We conduct the 5-year randomized controlled trial that targets methadone maintenance treatment (MMT) programs in China. Applying the principles of combination prevention, the intervention (MMT CARE) integrates psychosocial and behavioral components into a pharmacological framework for methadone maintenance. A total of 68 MMT clinics are randomly selected from five provinces. From each clinic, 6 service providers and 36 clients are recruited, totaling 408 providers and 2,448 clients in the study. The 68 clinics are randomized to 1) an MMT CARE intervention group or 2) a control group (34 clinics each). Service providers who complete the training conduct three individual motivational enhancement sessions with clients. Efficacy of the intervention is evaluated at baseline and at 6, 12, 18, and 24-month follow-ups.

Project Number: 4r01da033160-05

Multimodal Interventions to Improve Adherence to Oral Tenofovir/Emtricitabine as Pre-Exposure Prophylaxis in Women in Southern California

Abstract: Daily oral pre-exposure prophylaxis (PrEP) with tenofovir/emtricitabine (TDF/FTC) as part of a combination prevention package has been shown to be effective for HIV prevention in randomized control trials of MSM and heterosexual men and women at risk for HIV infection; however, some studies in African women have shown lack of efficacy that is believed to be in large part due to inadequate PrEP adherence. In addition, pharmacokinetic studies in women suggest that near-perfect adherence for TDF/FTC oral dosing may be more critical for protection against vaginal compared to rectal exposures.

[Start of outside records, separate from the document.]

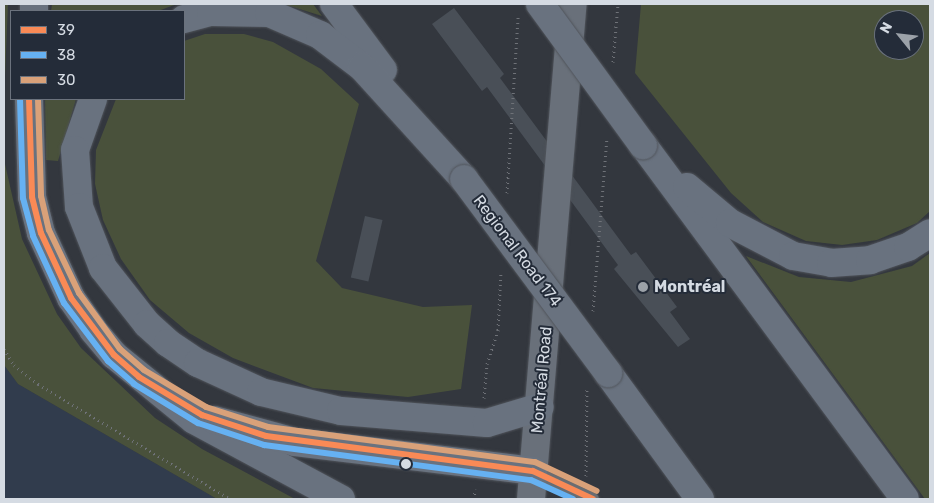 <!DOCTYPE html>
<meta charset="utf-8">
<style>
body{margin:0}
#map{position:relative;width:934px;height:503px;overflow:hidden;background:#33373e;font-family:Rubik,sans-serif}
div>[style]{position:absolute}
.built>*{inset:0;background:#313c4d}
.green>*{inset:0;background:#49513b}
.building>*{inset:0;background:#494f57;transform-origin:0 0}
.path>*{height:3px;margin-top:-1.5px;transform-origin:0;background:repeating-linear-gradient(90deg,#6f7278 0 1px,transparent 0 5px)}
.roads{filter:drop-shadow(0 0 1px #50545b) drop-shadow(0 0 1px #50545b)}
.service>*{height:12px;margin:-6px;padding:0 6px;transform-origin:6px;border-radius:6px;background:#696d72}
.primary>*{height:28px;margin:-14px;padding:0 14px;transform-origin:14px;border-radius:14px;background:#69707a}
.motorway>*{height:28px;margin:-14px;padding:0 14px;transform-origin:14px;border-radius:14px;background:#69727f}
.bridges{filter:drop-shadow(0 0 1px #50545b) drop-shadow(0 0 1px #50545b)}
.motorway-bridge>*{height:28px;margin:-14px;padding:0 14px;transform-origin:14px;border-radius:14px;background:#69727f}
.bus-1>*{height:6px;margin:-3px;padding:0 3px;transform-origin:3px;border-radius:3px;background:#f98a56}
.bus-2>*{height:6px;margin:-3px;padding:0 3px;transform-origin:3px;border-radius:3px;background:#66b1f2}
.bus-3>*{height:6px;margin:-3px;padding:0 3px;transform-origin:3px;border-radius:3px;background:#d9a179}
.dots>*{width:14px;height:14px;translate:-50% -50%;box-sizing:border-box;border:2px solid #242c39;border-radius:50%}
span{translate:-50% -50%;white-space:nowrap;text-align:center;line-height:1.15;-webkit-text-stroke:4px #242c39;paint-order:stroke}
.street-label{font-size:16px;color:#d5dbe3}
.poi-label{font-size:16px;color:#d5dbe3;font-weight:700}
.left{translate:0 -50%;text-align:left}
.frame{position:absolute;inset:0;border:5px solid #d5dbe3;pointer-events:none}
.legend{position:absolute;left:10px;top:10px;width:175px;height:90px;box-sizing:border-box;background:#242c39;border:1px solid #6b727d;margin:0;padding:6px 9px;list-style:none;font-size:15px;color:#d5dbe3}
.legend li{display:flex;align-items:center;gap:10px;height:25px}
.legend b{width:25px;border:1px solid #6b727d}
.north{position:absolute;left:874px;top:10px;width:50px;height:50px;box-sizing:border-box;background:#242c39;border:1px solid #6b727d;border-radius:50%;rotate:299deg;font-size:14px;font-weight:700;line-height:20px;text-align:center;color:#d5dbe3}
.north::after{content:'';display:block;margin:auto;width:18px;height:22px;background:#9ca2a9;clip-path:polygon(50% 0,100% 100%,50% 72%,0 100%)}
</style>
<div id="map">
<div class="built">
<div style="clip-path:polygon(4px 365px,18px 384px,217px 499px,4px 499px)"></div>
</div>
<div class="green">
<div style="clip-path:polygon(4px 4px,8px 4px,4px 101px)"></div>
<div style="clip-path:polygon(52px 4px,177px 4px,158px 11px,51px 11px)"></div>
<div style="clip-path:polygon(280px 4px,313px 4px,322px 16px,293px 7px)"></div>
<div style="clip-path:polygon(evenodd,641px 4px,930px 4px,930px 211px,917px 223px,877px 240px,842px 245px,806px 241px,763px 222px,731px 193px,635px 73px,641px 4px,884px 20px,914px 20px,914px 50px,884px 50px,884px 20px)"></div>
<div style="clip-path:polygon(205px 34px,244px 34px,273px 42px,321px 69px,359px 104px,316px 261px,342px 288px,423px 307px,472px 305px,461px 389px,408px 397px,313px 388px,233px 358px,189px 333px,150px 300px,121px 259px,103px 220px,95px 184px,96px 150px,116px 99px,184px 99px,184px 41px)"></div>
<div style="clip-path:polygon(45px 99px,76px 99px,58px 161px,46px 160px)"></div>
<div style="clip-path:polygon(4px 134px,5px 164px,22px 239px,57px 314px,81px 348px,155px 418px,202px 449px,295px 499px,217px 499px,18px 384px,4px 365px)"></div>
<div style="clip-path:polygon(930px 253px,930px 499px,925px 499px,746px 256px,799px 277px,851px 282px,912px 266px)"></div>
</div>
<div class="building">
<div style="clip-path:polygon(454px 8px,504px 74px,500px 78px,631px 255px,636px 252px,677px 307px,670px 312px,690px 339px,678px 347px,614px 269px,618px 265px,487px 87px,482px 91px,432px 24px)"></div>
<div style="left:365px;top:216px;width:18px;height:63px;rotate:13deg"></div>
</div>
<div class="path">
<div style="left:613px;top:62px;width:58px;rotate:-85.1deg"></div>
<div style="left:507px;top:193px;width:176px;rotate:-86.4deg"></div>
<div style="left:593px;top:311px;width:174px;rotate:-85.4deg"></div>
<div style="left:4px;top:349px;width:19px;rotate:58deg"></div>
<div style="left:14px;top:365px;width:31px;rotate:38deg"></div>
<div style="left:38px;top:384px;width:224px;rotate:30.9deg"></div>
<div style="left:484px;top:398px;width:34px;rotate:-85deg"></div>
<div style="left:487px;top:364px;width:36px;rotate:-72deg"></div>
<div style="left:498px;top:330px;width:59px;rotate:-87.1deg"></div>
<div style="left:586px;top:476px;width:89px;rotate:-89.4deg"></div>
<div style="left:474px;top:499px;width:10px;rotate:-84deg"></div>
</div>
<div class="roads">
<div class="service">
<div style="left:533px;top:471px;width:66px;rotate:25deg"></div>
</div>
<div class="primary">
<div style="left:531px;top:499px;width:497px;rotate:-85.2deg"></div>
</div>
<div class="motorway">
<div style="left:334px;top:4px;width:82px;rotate:53.4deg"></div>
<div style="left:34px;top:11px;width:7px;rotate:-90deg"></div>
<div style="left:184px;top:19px;width:28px;rotate:-15deg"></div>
<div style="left:211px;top:12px;width:58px;rotate:1deg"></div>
<div style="left:269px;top:13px;width:56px;rotate:23.3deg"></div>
<div style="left:320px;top:35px;width:53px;rotate:37.3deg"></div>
<div style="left:362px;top:67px;width:151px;rotate:47.7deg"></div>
<div style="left:29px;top:99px;width:98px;rotate:88.2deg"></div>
<div style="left:32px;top:197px;width:37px;rotate:76deg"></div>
<div style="left:41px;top:233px;width:72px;rotate:65.2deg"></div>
<div style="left:71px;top:298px;width:39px;rotate:55deg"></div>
<div style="left:93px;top:330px;width:33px;rotate:50deg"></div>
<div style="left:114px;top:355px;width:103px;rotate:39.1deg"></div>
<div style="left:194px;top:420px;width:167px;rotate:28.3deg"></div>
<div style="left:93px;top:99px;width:54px;rotate:109.4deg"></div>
<div style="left:75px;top:150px;width:57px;rotate:86deg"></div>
<div style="left:79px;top:207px;width:66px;rotate:68.5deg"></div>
<div style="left:103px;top:268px;width:71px;rotate:51.8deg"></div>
<div style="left:147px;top:324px;width:28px;rotate:42deg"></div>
<div style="left:168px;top:343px;width:36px;rotate:34deg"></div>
<div style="left:198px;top:363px;width:69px;rotate:24.7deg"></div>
<div style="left:261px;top:392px;width:82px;rotate:13.4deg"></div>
<div style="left:341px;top:411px;width:146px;rotate:4.7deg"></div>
<div style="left:487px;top:423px;width:55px;rotate:-16.8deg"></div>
<div style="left:643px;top:145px;width:440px;rotate:53.5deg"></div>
<div style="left:687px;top:187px;width:56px;rotate:39.9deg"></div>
<div style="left:730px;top:223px;width:71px;rotate:27.6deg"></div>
<div style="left:793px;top:256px;width:39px;rotate:10deg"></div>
<div style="left:831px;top:263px;width:39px;rotate:-4deg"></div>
<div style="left:870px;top:260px;width:40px;rotate:-18.9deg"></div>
<div style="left:908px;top:247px;width:26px;rotate:-32deg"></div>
<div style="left:608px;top:373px;width:156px;rotate:53.9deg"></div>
<div style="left:214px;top:420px;width:84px;rotate:15.2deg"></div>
<div style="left:295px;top:442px;width:240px;rotate:6.9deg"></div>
</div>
</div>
<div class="bridges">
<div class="motorway-bridge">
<div style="left:540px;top:4px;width:175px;rotate:53.9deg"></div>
<div style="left:464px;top:179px;width:242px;rotate:53.4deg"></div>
</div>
</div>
<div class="bus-1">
<div style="left:29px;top:99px;width:98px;rotate:88.2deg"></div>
<div style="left:32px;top:197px;width:37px;rotate:76deg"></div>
<div style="left:41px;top:233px;width:72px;rotate:65.2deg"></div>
<div style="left:71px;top:298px;width:71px;rotate:53deg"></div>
<div style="left:114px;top:355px;width:33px;rotate:41deg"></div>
<div style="left:139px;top:377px;width:74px;rotate:31.1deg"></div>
<div style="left:202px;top:415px;width:67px;rotate:18.2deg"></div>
<div style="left:266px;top:436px;width:269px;rotate:7.5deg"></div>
<div style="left:533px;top:471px;width:66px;rotate:25deg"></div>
</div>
<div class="bus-2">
<div style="left:20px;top:99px;width:99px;rotate:88.3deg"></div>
<div style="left:23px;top:198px;width:39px;rotate:75deg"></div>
<div style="left:33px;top:236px;width:74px;rotate:65.2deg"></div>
<div style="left:64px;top:303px;width:73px;rotate:52.8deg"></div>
<div style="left:108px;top:361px;width:35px;rotate:41deg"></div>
<div style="left:134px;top:384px;width:75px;rotate:31.4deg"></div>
<div style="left:198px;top:423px;width:70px;rotate:18.4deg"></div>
<div style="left:264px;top:445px;width:269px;rotate:7.5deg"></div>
<div style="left:531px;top:480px;width:46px;rotate:24.3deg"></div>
</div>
<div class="bus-3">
<div style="left:38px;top:99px;width:97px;rotate:88.2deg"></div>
<div style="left:41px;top:196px;width:35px;rotate:77deg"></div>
<div style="left:49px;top:230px;width:70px;rotate:64.5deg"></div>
<div style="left:79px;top:293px;width:69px;rotate:53.8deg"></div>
<div style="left:120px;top:349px;width:32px;rotate:41deg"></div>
<div style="left:144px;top:370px;width:72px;rotate:30.8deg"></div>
<div style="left:206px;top:407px;width:65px;rotate:17.9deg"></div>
<div style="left:268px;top:427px;width:269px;rotate:7.5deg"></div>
<div style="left:535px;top:462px;width:68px;rotate:25.1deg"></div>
</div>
<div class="dots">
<div style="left:643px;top:287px;background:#9ca2a9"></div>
<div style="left:406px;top:464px;background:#d5dbe3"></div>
</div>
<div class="street-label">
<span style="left:517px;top:251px;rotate:53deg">Regional Road 174</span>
<span style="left:542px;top:380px;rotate:-85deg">Montréal Road</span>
</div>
<div class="poi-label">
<span class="left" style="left:654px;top:287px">Montréal</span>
</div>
<div class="frame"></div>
<ul class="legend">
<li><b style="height:6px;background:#f98a56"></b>39</li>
<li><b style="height:6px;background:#66b1f2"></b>38</li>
<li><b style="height:6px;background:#d9a179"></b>30</li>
</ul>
<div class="north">N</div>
</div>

Taken together, these results imply that women may require substantially greater levels of adherence to oral TDF/FTC to effectively decrease HIV acquisition. Therefore, interventions to optimize adherence are particularly vital to maximizing the protective efficacy of PrEP for women. Although current FDA approval and CDC clinical guidelines for oral TDF/FTC as PrEP include at-risk women as candidates for use, limited clinical data exists on the use of PrEP in US women. Further research is needed to advance effective implementation, particularly taking into account the known challenges to achieving and maintaining high levels of adherence for women. In this demonstration project, we will evaluate adherence to, and acceptability of once-daily oral TDF/FTC as PrEP among HIV-uninfected women in Southern California who are at increased risk of HIV acquisition. Los Angeles and San Diego represent two of the top three counties in California of number of reported HIV/AIDS cases. In combination, they total over half of the number of HIV cases in the state supporting the need for ongoing prevention efforts in all at-risk populations (1). Working in tandem, the LAC PATH and CCTG partnership provides a unique opportunity to further collaborative research that has been fostered within the CHRP funding structure, capitalizing on the strengths of existing individual projects in MSM and transgender women.